Selanjutnya, penampilan demi penampilan menghibur para tamu yang malam itu memenuhi 30 bungalo. Semuanya gembira. Para penampil menunjukkan kemampuan terbaik. Hingga di penghujung pertunjukan, mereka mengajak semua tamu untuk menari bersama. Rasa haru dan suka cita bercampur jadi satu. Apalagi melihat anak-anak kecil dengan wajah-wajah lugu menari dengan bersemangat. Malam itu, kami kembali ke kamar dengan hati penuh.
Menu Halal
Taroko Village Hotel menyediakan menu halal atau para praktisi hotel dan restoran biasa menyebutnya moslem friendly. Mereka merasa kurang fasih untuk menyebut halal, atau mungkin tidak yakin bisa memenuhi 100 persen halal.
Jangan takut dulu dengan babi, karena daging babi tidak disajikan bagi para tamu muslim.

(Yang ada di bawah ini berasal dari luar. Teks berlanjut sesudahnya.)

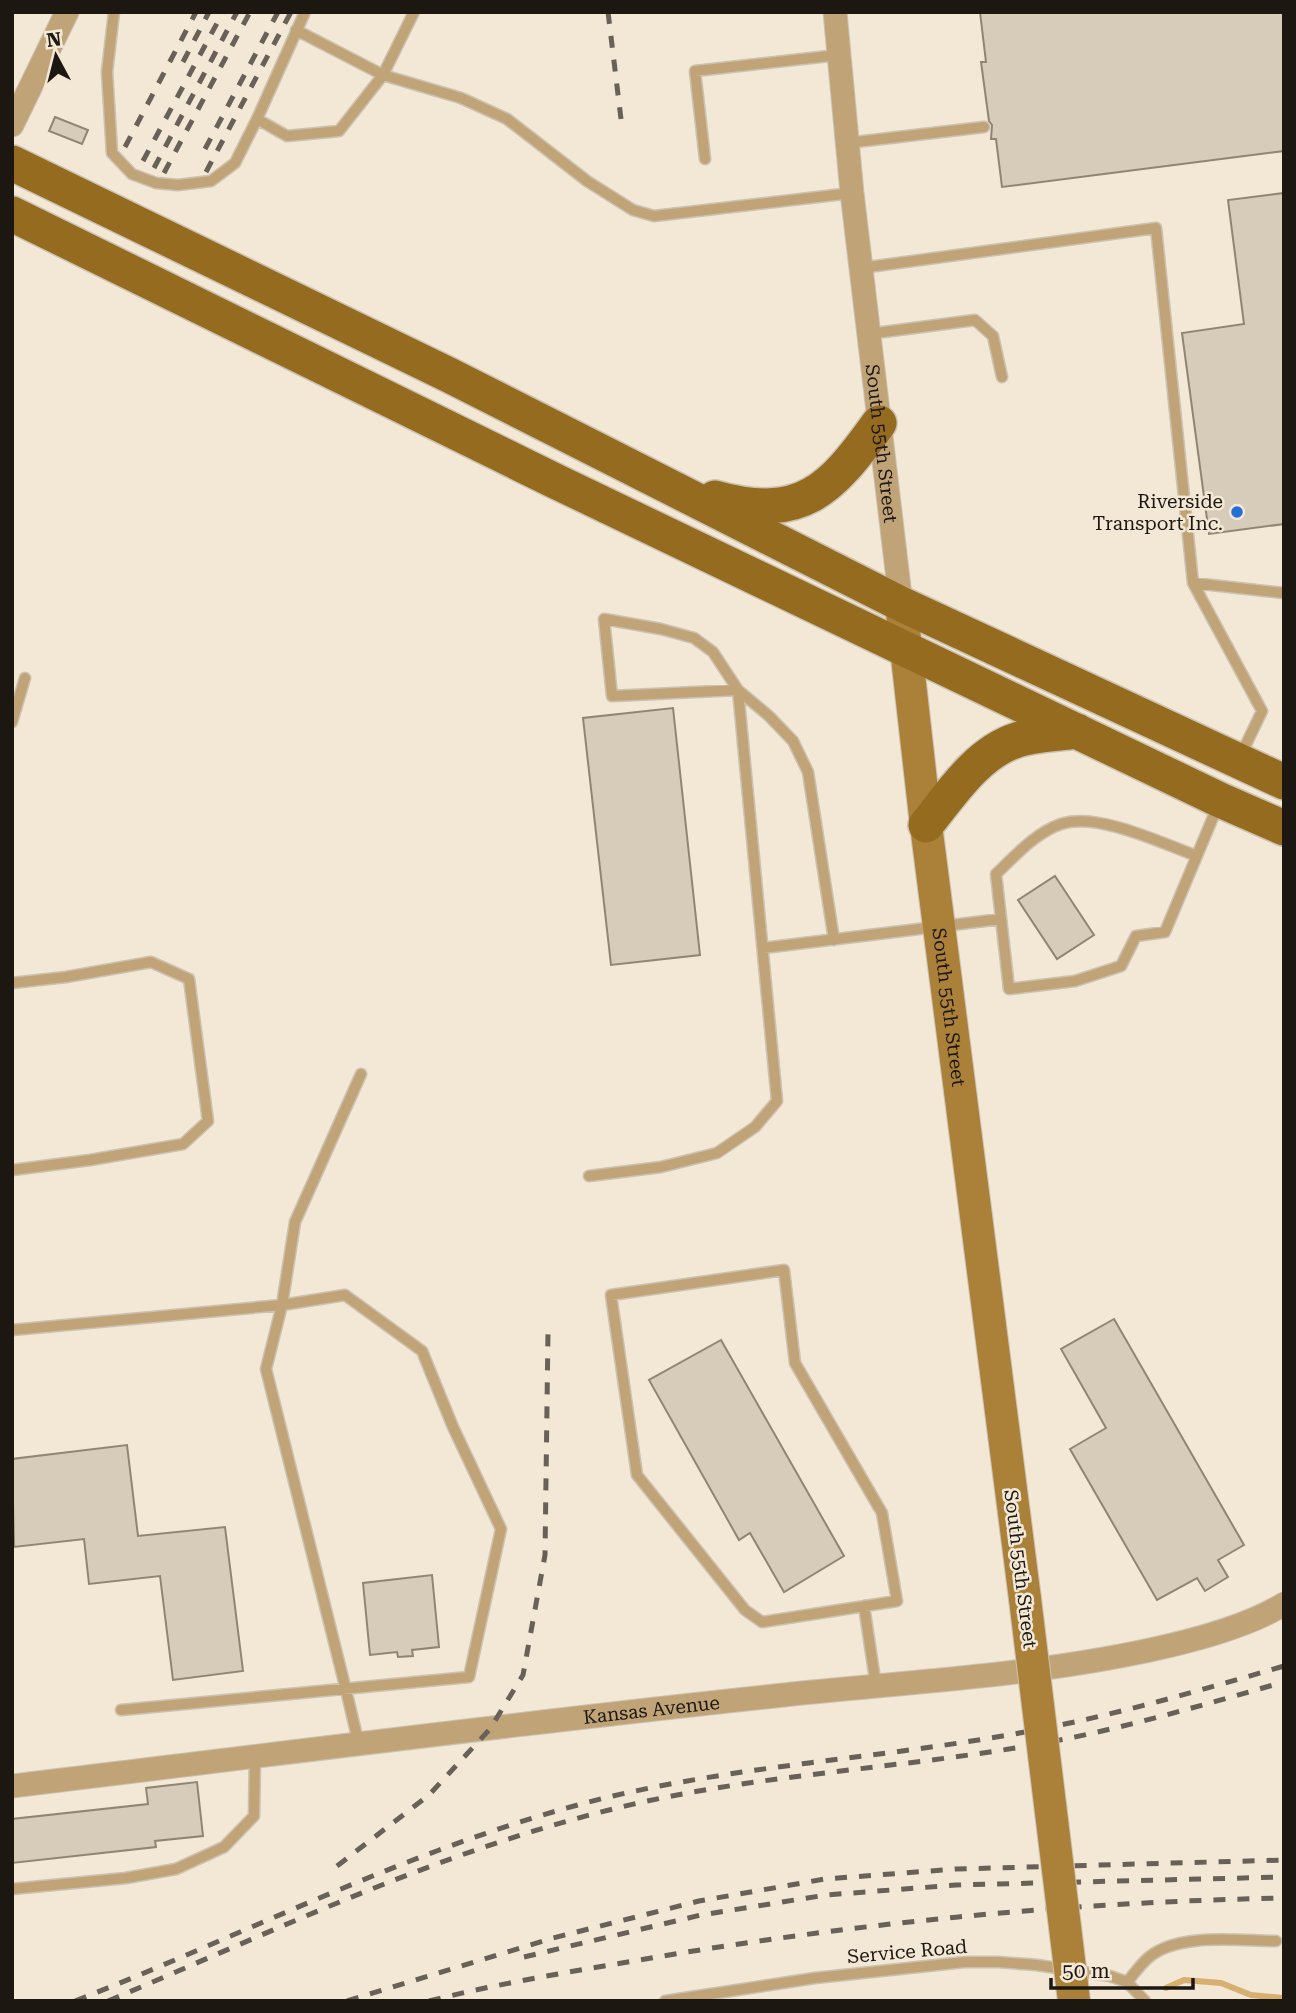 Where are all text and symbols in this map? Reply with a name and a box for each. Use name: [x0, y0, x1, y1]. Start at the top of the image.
north arrow: [21, 21, 91, 91]
text: N: [45, 27, 63, 52]
street label: South 55th Street: [860, 363, 902, 524]
place label: Riverside Transport Inc.: [1093, 490, 1223, 535]
marker: Riverside Transport Inc.: [1229, 504, 1245, 520]
street label: South 55th Street: [927, 926, 970, 1088]
street label: South 55th Street: [999, 1488, 1042, 1650]
street label: Kansas Avenue: [582, 1691, 721, 1729]
street label: Service Road: [846, 1935, 968, 1968]
scale bar: [1051, 1946, 1193, 1990]
text: 50 m: [1062, 1959, 1110, 1983] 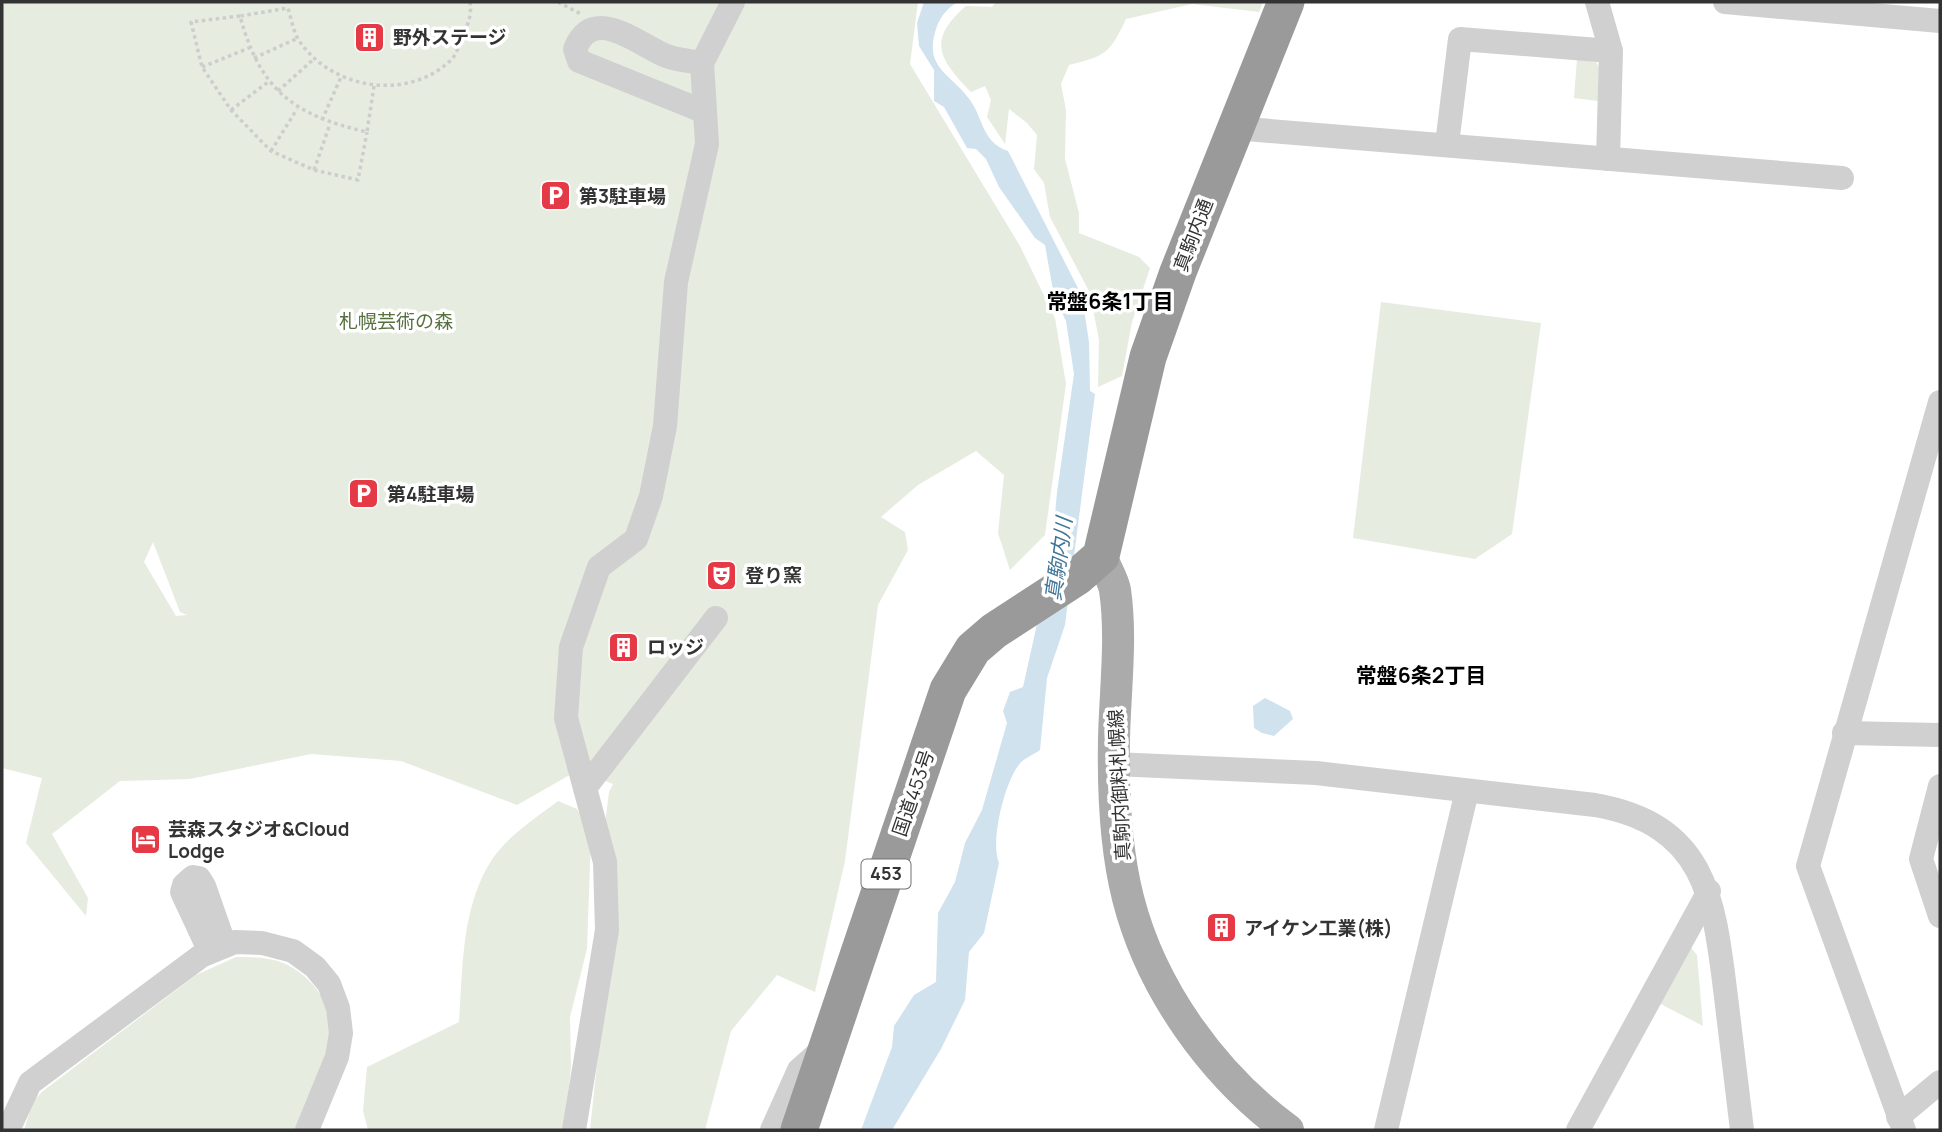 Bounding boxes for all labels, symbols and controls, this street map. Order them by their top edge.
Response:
building icon: 野外ステージ [353,20,387,54]
place label: 野外ステージ [393,24,507,50]
parking icon: 第3駐車場 [539,179,573,213]
place label: 第3駐車場 [579,183,666,209]
street label: 真駒内通 [1167,195,1219,275]
district label: 常盤6条1丁目 [1046,287,1174,315]
park label: 札幌芸術の森 [339,308,453,334]
parking icon: 第4駐車場 [347,477,381,511]
place label: 第4駐車場 [387,481,475,507]
water label: 真駒内川 [1038,513,1078,602]
theatre icon: 登り窯 [705,558,739,592]
place label: 登り窯 [745,562,802,588]
building icon: ロッジ [607,630,641,664]
place label: ロッジ [647,634,704,660]
district label: 常盤6条2丁目 [1356,661,1486,689]
street label: 真駒内御料札幌線 [1102,708,1136,862]
street label: 国道453号 [886,746,940,840]
place label: 芸森スタジオ&Cloud Lodge [168,816,349,864]
hotel icon: 芸森スタジオ&Cloud Lodge [128,823,162,857]
road number: 453 [862,860,910,888]
building icon: アイケン工業(株) [1204,911,1238,945]
place label: アイケン工業(株) [1244,915,1393,941] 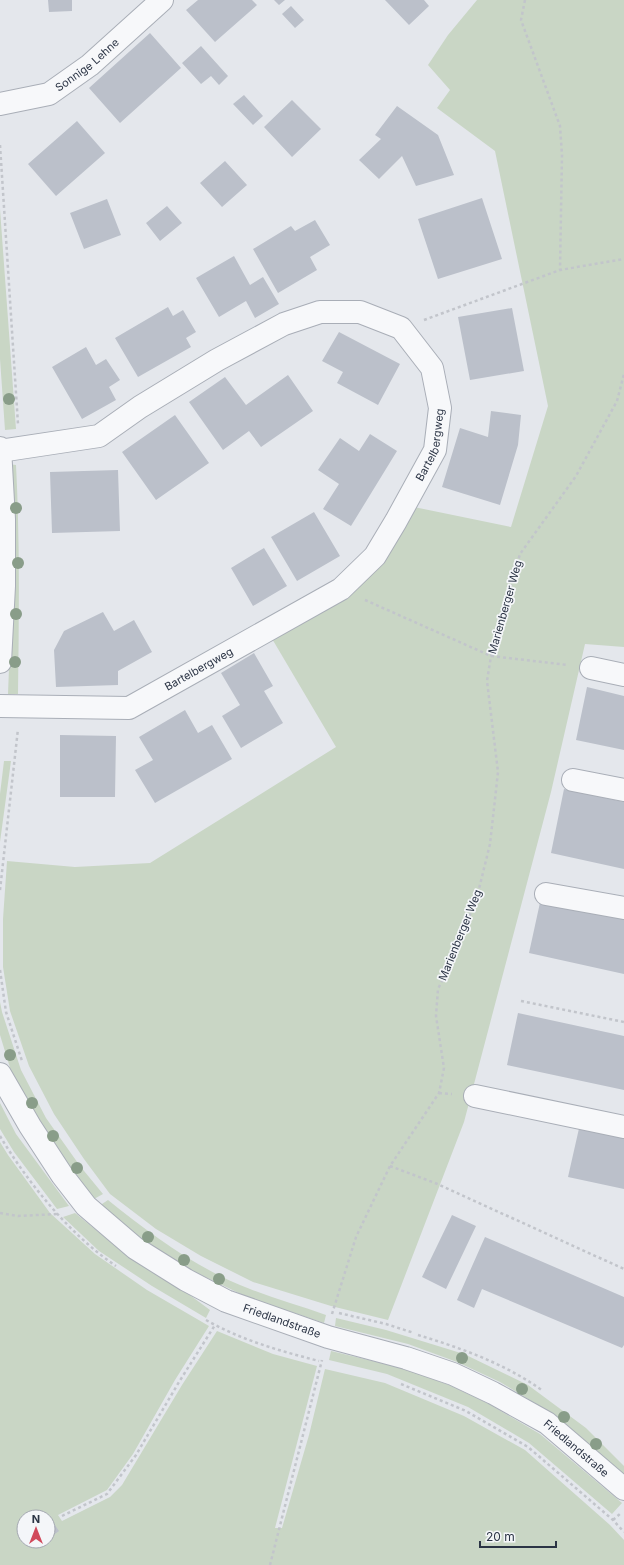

Bahkan lauk seperti telur dan ikan pun bisa diminta untuk dipisah, dengan peralatan memasak yang berbeda. Seperti ketika kami datang, satu set makan malam telah disiapkan dan dibedakan dengan tamu-tamu lain. Menunya, daging kambing, sayuran, dan umbi-umbian. Namun, kami boleh untuk mengambil telur, ikan, atau ayam yang tersaji untuk buffet.
Pihak hotel tidak berani mempertaruhkan reputasi jika menolak memisahkan makanan. Sebab, mereka telah mendapatkan sertifikasi halal dari Islamic Association of Taiwan. Untuk mendapatkan sertifikat, para juru masak harus mengikuti training, meliputi pengetahuan mengenai kehalalan makanan bagi muslim, pemilahan daging, hingga pembedaan peralatan memasak.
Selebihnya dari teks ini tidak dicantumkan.